Question

A solid cylinder of mass $m=4\text{kg}$ and radius $R=10\text{cm}$ has a string wrapped around it as shown in figure.The cylinder is held horizontal by fixing the two free ends of the string to the hook on the ceiling such that both the strings are exactly vertical. The cylinder is released to fall under gravity.
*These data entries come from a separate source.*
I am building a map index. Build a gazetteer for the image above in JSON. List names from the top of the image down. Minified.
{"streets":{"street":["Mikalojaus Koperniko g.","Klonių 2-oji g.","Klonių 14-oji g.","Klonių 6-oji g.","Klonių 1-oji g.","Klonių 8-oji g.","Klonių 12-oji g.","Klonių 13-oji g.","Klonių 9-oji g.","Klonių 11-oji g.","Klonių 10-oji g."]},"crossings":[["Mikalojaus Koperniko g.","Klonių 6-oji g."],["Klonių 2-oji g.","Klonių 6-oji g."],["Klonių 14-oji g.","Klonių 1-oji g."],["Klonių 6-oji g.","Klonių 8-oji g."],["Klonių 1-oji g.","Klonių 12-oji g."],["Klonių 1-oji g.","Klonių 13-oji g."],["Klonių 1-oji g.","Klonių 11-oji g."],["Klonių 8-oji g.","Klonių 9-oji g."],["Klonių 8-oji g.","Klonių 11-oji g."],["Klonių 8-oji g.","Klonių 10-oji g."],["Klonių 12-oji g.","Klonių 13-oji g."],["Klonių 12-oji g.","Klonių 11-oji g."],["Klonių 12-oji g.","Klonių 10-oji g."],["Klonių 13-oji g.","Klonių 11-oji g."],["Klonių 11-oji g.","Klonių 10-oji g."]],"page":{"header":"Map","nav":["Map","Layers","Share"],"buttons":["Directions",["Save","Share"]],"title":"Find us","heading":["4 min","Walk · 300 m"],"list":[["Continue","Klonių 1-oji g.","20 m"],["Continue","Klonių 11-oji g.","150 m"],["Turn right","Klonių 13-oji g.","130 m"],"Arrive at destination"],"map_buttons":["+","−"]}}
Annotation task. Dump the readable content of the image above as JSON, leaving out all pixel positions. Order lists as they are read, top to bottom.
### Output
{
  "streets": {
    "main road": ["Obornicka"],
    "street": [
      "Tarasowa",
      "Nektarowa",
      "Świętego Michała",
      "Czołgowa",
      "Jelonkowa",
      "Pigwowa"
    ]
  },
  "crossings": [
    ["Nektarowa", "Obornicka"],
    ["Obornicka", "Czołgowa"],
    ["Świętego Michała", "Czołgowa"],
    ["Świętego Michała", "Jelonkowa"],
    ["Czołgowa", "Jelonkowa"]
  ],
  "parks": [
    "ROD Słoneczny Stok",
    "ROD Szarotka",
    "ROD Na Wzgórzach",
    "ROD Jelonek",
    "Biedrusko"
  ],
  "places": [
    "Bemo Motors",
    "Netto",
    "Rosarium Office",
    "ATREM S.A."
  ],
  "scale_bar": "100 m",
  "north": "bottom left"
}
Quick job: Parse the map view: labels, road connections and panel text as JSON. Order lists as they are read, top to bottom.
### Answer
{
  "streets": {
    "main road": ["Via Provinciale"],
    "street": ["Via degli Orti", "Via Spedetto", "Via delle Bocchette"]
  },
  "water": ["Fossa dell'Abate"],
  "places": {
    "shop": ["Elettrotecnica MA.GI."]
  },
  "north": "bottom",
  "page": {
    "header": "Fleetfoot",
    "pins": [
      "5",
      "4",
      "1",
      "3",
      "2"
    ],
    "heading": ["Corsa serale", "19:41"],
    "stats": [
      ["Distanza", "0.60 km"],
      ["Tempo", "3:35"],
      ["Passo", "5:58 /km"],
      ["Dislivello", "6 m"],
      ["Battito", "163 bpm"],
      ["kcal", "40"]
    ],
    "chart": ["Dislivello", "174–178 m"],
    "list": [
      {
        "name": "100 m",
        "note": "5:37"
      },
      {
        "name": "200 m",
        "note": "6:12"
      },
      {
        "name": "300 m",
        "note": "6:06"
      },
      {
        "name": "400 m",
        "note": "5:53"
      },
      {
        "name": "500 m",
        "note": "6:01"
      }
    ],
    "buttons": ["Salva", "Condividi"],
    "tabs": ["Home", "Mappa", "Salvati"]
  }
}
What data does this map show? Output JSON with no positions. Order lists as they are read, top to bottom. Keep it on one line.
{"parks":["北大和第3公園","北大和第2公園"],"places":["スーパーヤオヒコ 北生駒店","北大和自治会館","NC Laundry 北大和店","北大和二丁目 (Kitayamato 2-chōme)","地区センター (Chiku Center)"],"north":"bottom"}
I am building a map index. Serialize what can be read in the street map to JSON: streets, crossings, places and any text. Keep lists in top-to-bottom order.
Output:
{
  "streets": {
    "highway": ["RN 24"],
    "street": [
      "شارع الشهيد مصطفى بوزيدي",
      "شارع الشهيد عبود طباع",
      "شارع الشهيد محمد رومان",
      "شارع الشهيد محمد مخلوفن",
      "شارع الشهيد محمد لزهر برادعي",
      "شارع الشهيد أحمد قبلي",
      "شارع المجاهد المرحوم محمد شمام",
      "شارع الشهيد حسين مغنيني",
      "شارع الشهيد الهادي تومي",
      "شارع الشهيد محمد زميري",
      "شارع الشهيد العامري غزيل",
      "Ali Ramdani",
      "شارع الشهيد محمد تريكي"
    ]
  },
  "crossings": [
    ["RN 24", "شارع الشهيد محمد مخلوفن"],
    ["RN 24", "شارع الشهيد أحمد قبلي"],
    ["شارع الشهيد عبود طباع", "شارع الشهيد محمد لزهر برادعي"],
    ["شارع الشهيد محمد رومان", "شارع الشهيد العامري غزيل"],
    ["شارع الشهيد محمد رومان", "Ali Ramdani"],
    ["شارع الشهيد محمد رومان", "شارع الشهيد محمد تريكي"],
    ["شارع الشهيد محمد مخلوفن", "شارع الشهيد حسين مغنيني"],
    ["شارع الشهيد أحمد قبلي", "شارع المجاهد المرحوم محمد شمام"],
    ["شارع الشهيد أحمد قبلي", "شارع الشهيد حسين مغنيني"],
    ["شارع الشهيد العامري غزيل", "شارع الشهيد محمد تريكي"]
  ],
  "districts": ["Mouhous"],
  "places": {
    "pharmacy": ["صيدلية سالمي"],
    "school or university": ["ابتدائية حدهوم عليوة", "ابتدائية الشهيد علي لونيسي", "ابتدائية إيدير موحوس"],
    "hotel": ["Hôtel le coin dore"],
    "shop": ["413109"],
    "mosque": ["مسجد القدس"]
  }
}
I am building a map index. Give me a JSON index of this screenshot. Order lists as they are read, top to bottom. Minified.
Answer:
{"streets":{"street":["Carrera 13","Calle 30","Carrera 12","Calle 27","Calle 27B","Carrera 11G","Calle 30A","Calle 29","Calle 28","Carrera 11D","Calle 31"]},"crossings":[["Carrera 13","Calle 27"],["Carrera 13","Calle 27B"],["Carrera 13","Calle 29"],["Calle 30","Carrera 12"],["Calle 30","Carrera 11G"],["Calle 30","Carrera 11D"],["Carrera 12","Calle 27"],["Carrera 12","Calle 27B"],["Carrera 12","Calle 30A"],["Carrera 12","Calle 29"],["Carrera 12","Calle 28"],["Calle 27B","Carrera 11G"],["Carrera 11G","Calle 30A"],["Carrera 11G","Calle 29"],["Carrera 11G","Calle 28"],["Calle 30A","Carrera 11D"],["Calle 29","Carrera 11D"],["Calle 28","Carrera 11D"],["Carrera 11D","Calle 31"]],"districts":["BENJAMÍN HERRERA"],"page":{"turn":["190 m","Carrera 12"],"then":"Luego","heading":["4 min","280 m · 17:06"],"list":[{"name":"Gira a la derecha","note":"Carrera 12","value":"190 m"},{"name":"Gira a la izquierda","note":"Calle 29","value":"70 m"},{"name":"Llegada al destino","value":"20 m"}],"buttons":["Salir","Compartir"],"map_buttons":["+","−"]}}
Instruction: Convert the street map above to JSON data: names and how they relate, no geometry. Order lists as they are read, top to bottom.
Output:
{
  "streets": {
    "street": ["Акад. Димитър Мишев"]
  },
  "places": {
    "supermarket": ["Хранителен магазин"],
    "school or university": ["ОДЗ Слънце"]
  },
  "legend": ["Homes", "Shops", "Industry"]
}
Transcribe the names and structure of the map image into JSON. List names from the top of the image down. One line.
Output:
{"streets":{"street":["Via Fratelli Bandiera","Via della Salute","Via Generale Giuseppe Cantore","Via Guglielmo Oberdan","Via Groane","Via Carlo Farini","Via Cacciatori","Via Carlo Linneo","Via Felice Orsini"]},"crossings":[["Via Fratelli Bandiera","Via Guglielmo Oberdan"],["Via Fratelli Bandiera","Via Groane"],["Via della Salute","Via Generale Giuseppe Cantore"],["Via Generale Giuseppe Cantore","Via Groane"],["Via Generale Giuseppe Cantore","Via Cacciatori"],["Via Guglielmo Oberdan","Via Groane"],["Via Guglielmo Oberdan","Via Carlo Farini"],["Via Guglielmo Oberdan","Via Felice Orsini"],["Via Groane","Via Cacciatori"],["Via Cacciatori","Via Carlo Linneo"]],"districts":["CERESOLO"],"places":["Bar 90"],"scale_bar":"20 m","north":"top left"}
Find the linear acceleration $\left(a\right)$ of the cylinder.

• A. $\frac{2g}{3}$
• B. $\frac{g}{3}$
• C. $\frac{g}{2}$
• D. $g$

Answer 1

The correct option is A $\frac{2g}{3}$

Applying Newton's $2^{\text{nd}}$ law in direction of acceleration on the cylinder,


$mg-2T=ma...\left(i\right)$
For rotational motion of the cylinder, equation of torque
${\tau }_{\text{com}}=I_{\text{com}}\alpha$
$\Rightarrow 2TR=\left(\frac{m{R}^2}{2}\right)\alpha ...\left(ii\right)$
$\because {\tau }_{mg}=0$ about centre.

For string to not slip, tangential acceleration should be equal to acceleration of centre of mass $a$
$a_t=\alpha R$
$\therefore a=\alpha R...\left(iii\right)$
Substituting in Eq. $\left(ii\right)$,
$\Rightarrow T=\frac{ma}{4}$
Substituting in Eq. $\left(i\right)$,
$mg-\frac{ma}{2}=ma$
or $\frac{3ma}{2}=mg$
$\therefore a=\frac{2g}{3}$
Here, $a$ is the linear acceleration of the centre of mass of the cylinder.